▶ [Stored data]:
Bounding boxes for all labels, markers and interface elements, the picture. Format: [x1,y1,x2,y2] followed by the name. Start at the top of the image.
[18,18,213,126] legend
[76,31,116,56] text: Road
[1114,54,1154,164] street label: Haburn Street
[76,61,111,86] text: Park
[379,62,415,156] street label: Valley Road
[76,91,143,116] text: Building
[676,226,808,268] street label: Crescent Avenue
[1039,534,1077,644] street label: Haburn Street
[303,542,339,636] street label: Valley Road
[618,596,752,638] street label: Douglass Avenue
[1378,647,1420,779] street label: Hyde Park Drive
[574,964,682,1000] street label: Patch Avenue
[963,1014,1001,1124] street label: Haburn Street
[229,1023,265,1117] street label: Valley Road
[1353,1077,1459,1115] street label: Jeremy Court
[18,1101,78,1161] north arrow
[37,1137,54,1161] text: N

▶ [Aim of the task]: The answer must be every record above, repeated exactly as written.

▶ [Response box]:
Bounding boxes for all labels, markers and interface elements, the picture. Format: [x1,y1,x2,y2] followed by the name. Start at the top of the image.
[18,18,213,126] legend
[76,31,116,56] text: Road
[1114,54,1154,164] street label: Haburn Street
[76,61,111,86] text: Park
[379,62,415,156] street label: Valley Road
[76,91,143,116] text: Building
[676,226,808,268] street label: Crescent Avenue
[1039,534,1077,644] street label: Haburn Street
[303,542,339,636] street label: Valley Road
[618,596,752,638] street label: Douglass Avenue
[1378,647,1420,779] street label: Hyde Park Drive
[574,964,682,1000] street label: Patch Avenue
[963,1014,1001,1124] street label: Haburn Street
[229,1023,265,1117] street label: Valley Road
[1353,1077,1459,1115] street label: Jeremy Court
[18,1101,78,1161] north arrow
[37,1137,54,1161] text: N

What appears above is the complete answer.